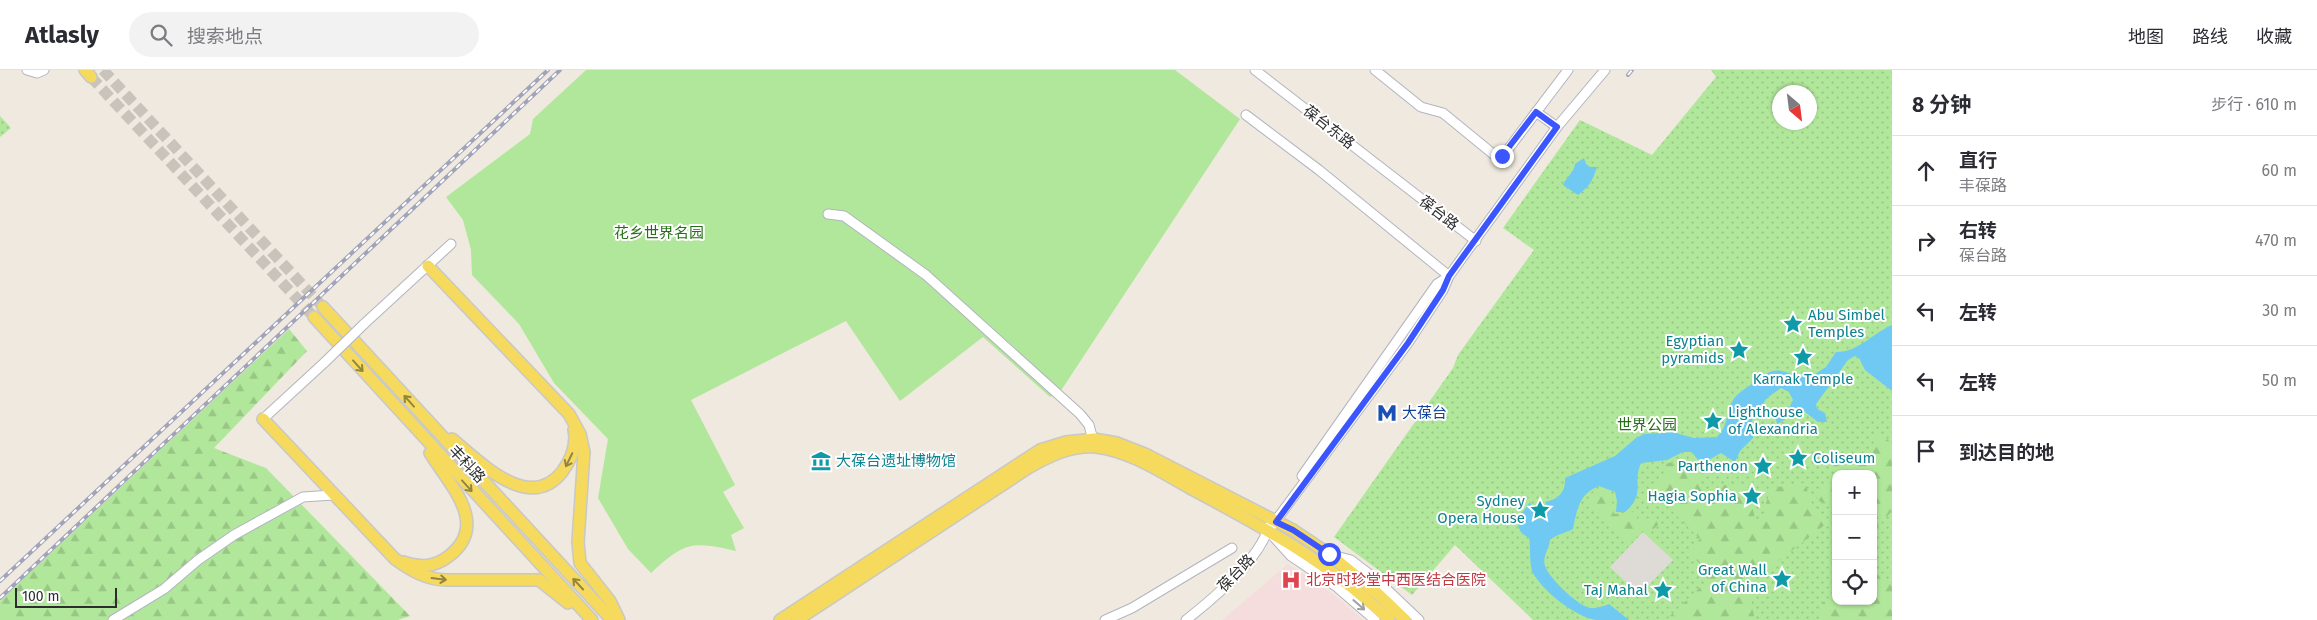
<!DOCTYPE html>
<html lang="zh">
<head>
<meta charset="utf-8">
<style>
	body { margin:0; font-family:"Fira Sans","Noto Sans SC",sans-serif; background:#f2f2f3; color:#2b2b33 }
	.controls { position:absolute; right:15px; bottom:15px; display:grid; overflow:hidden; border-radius:10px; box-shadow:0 1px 4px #0004 }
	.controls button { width:45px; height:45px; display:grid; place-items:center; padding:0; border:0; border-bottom:1px solid #e1e1e2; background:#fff; color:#2b2b33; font:25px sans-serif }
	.compass { position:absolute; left:1772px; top:15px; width:45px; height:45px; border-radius:50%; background:#fff; box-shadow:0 1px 4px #0004; rotate:152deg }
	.scale { position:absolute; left:15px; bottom:12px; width:102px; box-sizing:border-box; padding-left:5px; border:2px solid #2d2d2d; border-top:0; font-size:14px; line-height:18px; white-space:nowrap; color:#2d2d2d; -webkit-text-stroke:4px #fff; paint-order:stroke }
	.stop { position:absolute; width:15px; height:15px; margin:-11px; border:4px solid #3c56ff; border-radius:50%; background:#fff }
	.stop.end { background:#3c56ff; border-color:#fff; box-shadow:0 1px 5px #0008 }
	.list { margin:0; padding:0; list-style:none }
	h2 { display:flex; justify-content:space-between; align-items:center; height:65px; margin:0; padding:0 20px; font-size:21px }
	h2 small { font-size:16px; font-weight:400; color:#7c7c81 }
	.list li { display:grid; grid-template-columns:32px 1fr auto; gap:15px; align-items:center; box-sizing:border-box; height:70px; padding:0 20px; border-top:1px solid #e1e1e2 }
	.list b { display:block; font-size:19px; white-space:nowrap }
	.list p { margin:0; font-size:16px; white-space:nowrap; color:#7c7c81 }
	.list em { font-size:16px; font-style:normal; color:#7c7c81 }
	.icon { flex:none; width:28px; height:28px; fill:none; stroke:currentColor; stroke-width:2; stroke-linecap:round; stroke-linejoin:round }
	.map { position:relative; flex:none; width:1892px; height:550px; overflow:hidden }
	header { display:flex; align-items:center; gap:30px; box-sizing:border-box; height:70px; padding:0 25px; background:#fff; border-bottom:1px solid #e1e1e2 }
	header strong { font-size:24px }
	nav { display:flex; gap:28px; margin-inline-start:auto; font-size:18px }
	.search { width:350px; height:45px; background:#f2f2f3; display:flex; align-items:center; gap:12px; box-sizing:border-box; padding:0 18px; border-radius:28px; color:#7c7c81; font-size:19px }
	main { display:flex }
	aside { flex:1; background:#fff }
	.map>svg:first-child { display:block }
	.medical { fill:#f5dddd }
	.grass { fill:url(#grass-dots); fill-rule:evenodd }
	.forest { fill:url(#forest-firs) }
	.garden { fill:#b0e79a }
	.plaza { fill:#dedbd6 }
	.water { fill:#6fc9f3 }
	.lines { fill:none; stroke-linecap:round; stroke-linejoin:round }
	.major-tunnel { stroke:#c8c3bb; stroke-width:11; stroke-dasharray:11 5.5; stroke-linecap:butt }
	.minor-casing { stroke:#b3b4c1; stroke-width:11 }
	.major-casing { stroke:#c8c8c8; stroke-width:14 }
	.minor { stroke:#fff; stroke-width:9 }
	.major { stroke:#f6da5d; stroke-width:11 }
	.rail-casing { stroke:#a1a3b8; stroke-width:4 }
	.rail { stroke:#fff; stroke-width:2; stroke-dasharray:5.5; stroke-linecap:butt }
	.minor-bridge-casing { stroke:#b3b4c1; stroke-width:11; stroke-linecap:butt }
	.minor-bridge { stroke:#fff; stroke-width:9 }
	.oneway { stroke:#928445 }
	.oneway2 { stroke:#a0a0a0 }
	.route { stroke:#3c56ff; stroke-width:6 }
	.labels { text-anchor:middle; stroke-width:4; stroke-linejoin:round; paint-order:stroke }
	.street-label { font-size:15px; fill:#2d2d2d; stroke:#fff }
	.park-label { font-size:15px; fill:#266f18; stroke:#fff }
	.culture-label { font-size:15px; fill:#0d838f; stroke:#fff; text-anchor:end }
	.transit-label { font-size:15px; fill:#164399; stroke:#fff; text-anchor:start }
	.health-label { font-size:15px; fill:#be3a42; stroke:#fff; text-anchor:start }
</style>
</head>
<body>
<header>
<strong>Atlasly</strong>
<div class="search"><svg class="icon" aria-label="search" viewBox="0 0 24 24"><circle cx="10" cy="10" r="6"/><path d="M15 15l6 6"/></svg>搜索地点</div>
<nav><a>地图</a><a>路线</a><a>收藏</a></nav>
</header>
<main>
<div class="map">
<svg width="1892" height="550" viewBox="0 0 1892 550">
	<defs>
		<pattern id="grass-dots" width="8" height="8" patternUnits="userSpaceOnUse" patternTransform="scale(1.25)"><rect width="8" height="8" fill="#b0e79a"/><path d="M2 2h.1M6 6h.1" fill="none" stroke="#98c685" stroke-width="1.8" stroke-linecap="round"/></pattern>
		<pattern id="forest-firs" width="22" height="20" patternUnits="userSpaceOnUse" patternTransform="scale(1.25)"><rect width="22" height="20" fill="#b0e79a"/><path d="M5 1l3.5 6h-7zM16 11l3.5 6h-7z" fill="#98c685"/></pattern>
	</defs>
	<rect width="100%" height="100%" fill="#efe9df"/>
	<path class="medical" d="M1288,494L1337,527L1363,550H1222Z"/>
	<g class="grass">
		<path d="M1711,0H1892V550H1533L1455,475L1412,525L1334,467L1453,298L1458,285L1534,180L1503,158L1580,50L1652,85L1716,7ZM1780,22H1810V52H1780ZM1836,404H1873V531H1836Z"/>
		<path d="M0,46L11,58L0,67Z"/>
	</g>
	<g class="forest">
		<path d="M289,259L307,281L214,378L266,398L410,546L398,550H0V531Z"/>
		<path d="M1880,362L1892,374V441L1877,457L1879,439L1873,441V404H1839L1833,399L1836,386C1850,386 1863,387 1876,378L1874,365Z"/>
		<path d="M1692,388L1703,416L1710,426L1720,415L1747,414L1755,449L1765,452L1764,440L1771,418L1805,413L1811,432L1827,453L1767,500L1763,494C1751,511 1749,526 1754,546L1750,550H1666L1712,506L1687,481L1700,469L1657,426L1655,417L1661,412L1664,401L1660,395Z"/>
		<path d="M1824,414L1836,418V438L1819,431L1815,424Z"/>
		<path d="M1600,419C1613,424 1612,431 1614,444L1635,442L1638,450L1656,447L1659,454L1648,464L1642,460L1629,472L1585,434L1594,421Z"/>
		<path d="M1881,504L1892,516V550H1819V536L1836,522V531H1873V507Z"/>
	</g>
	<path class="garden" d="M586,0H1175L1240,49L1062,319L1050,327L983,267L900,331L846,251L691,330L735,415L723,422L744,458L731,465L736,481C691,471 685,472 651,503L628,479L598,428L608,369L554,313L519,254L472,205L471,180L463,150L446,127L530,64L533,49Z"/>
	<path class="plaza" d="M1643,462L1673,490L1639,525L1610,497Z"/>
	<g class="water">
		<path d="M1584,88L1586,94L1590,97H1597C1593,110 1589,117 1578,125L1563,115C1566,107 1574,103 1575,94Z"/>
		<path d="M1892,255V321L1865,300L1859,288L1855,286L1848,290L1816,334L1817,339L1825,343L1827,352H1818L1805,342L1796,343L1777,354L1776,349L1789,338L1793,330L1789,322L1781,318L1767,328L1752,350L1753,368L1740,381L1735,392L1721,383L1705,392L1697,389L1692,382H1683L1667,390L1641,393C1632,413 1646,424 1625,442H1616L1617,431L1615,422L1599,416C1579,424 1577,439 1573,459C1565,463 1557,464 1550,470C1549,479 1542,487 1545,496C1549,508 1578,536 1590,538C1596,539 1604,536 1609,534L1629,550C1618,550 1607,550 1597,550C1575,547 1544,522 1533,503C1529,496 1531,477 1529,468C1510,457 1520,446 1530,432L1536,449L1545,448L1549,440L1545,432C1559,429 1566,422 1565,408L1615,386L1636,368L1644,364L1672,362L1694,368L1717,367C1729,354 1725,346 1732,332C1735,325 1743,320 1749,316C1781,290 1776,304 1810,307L1826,297L1836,282C1857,283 1873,263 1892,255Z"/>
	</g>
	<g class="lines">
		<g class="major-tunnel">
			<path d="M103,0L323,237"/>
			<path d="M91,7L314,247"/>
		</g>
		<defs>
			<g id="minor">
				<path d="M27,0L37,3L44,0"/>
				<path d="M1255,0L1476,171"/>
				<path d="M1375,0L1421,37L1443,43L1498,88L1503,86L1568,0"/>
				<path d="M1536,42L1557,57"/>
				<path d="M1246,45L1319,100L1449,206"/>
				<path d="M828,144L844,146L926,205L1080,344L1089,355L1094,374"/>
				<path d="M364,254L451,174"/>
				<path d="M263,349L325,292"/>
				<path d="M1302,406L1437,214L1448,207"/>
				<path d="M1268,461L1408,273L1443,220L1449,206L1557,57L1605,0"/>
				<path d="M1273,466L1291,486L1337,517L1375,550"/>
				<path d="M1332,485L1351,490L1377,510L1419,550"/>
				<path d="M113,550L164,519L198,490L234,465L303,427L333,425"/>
				<path d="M1105,550L1132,538L1232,478"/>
				<path d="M1186,550C1213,529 1260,489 1269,456"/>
			</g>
			<g id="major">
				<path d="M85,0L91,7"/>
				<path d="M428,196L569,344L580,364L584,382L578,472L580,493L610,531L619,550"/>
				<path d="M323,237L612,550"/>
				<path d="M314,247L592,550"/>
				<path d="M263,349L395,489C412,501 425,509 446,510H539L568,533"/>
				<path d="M452,369C479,391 529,444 562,402C571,390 577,375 574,360"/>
				<path d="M403,492C421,498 435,497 449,486C491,454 448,413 430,383"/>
				<path d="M780,550L1040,380L1066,372L1094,369L1117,373L1145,384L1293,460L1329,484L1379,525L1405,550"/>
				<path d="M797,550L1028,398C1049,386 1071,375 1096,377C1130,381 1161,402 1190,418C1261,456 1331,493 1389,550"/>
			</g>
		</defs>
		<use href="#minor" class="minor-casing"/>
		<use href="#major" class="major-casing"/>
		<use href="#minor" class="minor"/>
		<use href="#major" class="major"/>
		<defs>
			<g id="rail">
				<path d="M1628,5L1632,0"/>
				<path d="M0,511L548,0"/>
				<path d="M0,528L560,0"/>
			</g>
		</defs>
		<use href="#rail" class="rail-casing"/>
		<use href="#rail" class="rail"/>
		<defs>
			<path id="minor-bridge" d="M325,292L364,254"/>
		</defs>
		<use href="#minor-bridge" class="minor-bridge-casing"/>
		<use href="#minor-bridge" class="minor-bridge"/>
	</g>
	<defs><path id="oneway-shaft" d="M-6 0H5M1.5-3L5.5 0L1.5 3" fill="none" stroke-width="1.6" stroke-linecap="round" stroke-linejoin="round" transform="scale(1.25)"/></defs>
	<g class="oneway">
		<use href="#oneway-shaft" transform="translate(358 296) rotate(48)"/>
		<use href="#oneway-shaft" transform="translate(409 331) rotate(-132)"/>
		<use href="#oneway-shaft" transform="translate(569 390) rotate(116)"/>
		<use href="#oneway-shaft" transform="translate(467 416) rotate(48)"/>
		<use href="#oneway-shaft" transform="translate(439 509) rotate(7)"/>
		<use href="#oneway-shaft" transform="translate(578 514) rotate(-133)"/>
	</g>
	<use class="oneway2" href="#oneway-shaft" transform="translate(1359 535) rotate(41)"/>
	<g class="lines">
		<path class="route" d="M1329,484L1293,460L1276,452L1408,273L1443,220L1449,206L1557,57L1536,42L1502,86"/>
	</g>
	<defs>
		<symbol id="sight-bare" viewBox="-9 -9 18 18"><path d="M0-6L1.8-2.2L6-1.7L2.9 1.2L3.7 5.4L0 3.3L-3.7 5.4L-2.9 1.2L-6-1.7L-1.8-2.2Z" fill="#0f9aa8" stroke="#fff" stroke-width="2.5" paint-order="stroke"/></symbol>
		<symbol id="metro-bare" viewBox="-9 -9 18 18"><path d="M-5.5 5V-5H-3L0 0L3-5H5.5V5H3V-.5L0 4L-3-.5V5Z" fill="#1a4fb4" stroke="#fff" stroke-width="2.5" paint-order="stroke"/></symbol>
		<symbol id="museum-bare" viewBox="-9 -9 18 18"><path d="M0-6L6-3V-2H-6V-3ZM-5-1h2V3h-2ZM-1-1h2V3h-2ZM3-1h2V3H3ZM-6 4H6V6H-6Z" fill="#0f9aa8" stroke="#fff" stroke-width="2.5" paint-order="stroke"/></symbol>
		<symbol id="hospital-bare" viewBox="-9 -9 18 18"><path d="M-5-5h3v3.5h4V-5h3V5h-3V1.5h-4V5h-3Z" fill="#e0444e" stroke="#fff" stroke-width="2.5" paint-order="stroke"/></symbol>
	</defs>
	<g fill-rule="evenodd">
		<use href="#sight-bare" x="1779" y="240" width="28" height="28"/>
		<use href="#sight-bare" x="1725" y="266" width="28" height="28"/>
		<use href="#sight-bare" x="1789" y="273" width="28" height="28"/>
		<use href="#metro-bare" x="1373" y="329" width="28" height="28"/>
		<use href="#sight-bare" x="1699" y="337" width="28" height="28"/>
		<use href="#sight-bare" x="1784" y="374" width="28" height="28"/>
		<use href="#museum-bare" x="807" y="377" width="28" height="28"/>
		<use href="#sight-bare" x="1749" y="382" width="28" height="28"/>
		<use href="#sight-bare" x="1738" y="412" width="28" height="28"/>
		<use href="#sight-bare" x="1526" y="426" width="28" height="28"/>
		<use href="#sight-bare" x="1768" y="495" width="28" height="28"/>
		<use href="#hospital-bare" x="1277" y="496" width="28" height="28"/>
		<use href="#sight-bare" x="1649" y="506" width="28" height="28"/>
	</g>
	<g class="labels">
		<g class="street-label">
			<text transform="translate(1329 57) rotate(38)" y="5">葆台东路</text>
			<text transform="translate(1439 143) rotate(38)" y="5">葆台路</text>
			<text transform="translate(467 394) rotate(47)" y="5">丰科路</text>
			<text transform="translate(1236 503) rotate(-46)" y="5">葆台路</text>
		</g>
		<g class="park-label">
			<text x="659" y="168">花乡世界名园</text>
			<text x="1647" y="360">世界公园</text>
		</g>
		<g class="culture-label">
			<text x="1808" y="250" text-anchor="start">Abu Simbel<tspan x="1808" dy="17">Temples</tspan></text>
			<text x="1724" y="276">Egyptian<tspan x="1724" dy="17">pyramids</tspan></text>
			<text x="1803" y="314" text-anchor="middle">Karnak Temple</text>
			<text x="1728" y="347" text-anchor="start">Lighthouse<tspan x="1728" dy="17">of Alexandria</tspan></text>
			<text x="1813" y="393" text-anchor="start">Coliseum</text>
			<text x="836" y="396" text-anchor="start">大葆台遗址博物馆</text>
			<text x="1748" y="401">Parthenon</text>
			<text x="1737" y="431">Hagia Sophia</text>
			<text x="1525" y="436">Sydney<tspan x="1525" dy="17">Opera House</tspan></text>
			<text x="1767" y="505">Great Wall<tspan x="1767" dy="17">of China</tspan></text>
			<text x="1648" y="525">Taj Mahal</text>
		</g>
		<g class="transit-label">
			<text x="1402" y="348">大葆台</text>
		</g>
		<g class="health-label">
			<text x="1306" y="515">北京时珍堂中西医结合医院</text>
		</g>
	</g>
</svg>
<div class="controls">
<button>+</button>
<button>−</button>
<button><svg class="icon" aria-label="locate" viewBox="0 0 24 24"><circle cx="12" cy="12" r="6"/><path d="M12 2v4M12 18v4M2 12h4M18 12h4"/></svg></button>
</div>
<svg class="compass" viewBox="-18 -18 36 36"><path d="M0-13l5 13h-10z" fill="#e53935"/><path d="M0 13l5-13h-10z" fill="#7c7c81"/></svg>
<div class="scale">100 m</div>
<div class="stop" style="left:1329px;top:484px"></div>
<div class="stop end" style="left:1502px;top:86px"></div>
</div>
<aside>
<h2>8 分钟<small>步行 · 610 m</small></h2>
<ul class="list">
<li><svg class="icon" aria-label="ahead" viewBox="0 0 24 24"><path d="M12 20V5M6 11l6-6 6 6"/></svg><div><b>直行</b><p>丰葆路</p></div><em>60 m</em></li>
<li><svg class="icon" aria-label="right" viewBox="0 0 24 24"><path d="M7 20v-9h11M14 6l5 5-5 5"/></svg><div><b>右转</b><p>葆台路</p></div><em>470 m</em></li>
<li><svg class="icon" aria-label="left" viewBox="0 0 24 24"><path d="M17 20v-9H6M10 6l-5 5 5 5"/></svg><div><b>左转</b></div><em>30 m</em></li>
<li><svg class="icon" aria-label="left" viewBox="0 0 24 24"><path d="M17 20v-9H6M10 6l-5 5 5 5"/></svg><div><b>左转</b></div><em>50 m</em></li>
<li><svg class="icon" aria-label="arrive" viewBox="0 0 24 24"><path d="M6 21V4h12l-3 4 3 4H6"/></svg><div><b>到达目的地</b></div></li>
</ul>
</aside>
</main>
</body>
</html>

★ ★ ★

Scan the data above. Return every line with "list" in it.

	.list { margin:0; padding:0; list-style:none }
	.list li { display:grid; grid-template-columns:32px 1fr auto; gap:15px; align-items:center; box-sizing:border-box; height:70px; padding:0 20px; border-top:1px solid #e1e1e2 }
	.list b { display:block; font-size:19px; white-space:nowrap }
	.list p { margin:0; font-size:16px; white-space:nowrap; color:#7c7c81 }
	.list em { font-size:16px; font-style:normal; color:#7c7c81 }
<ul class="list">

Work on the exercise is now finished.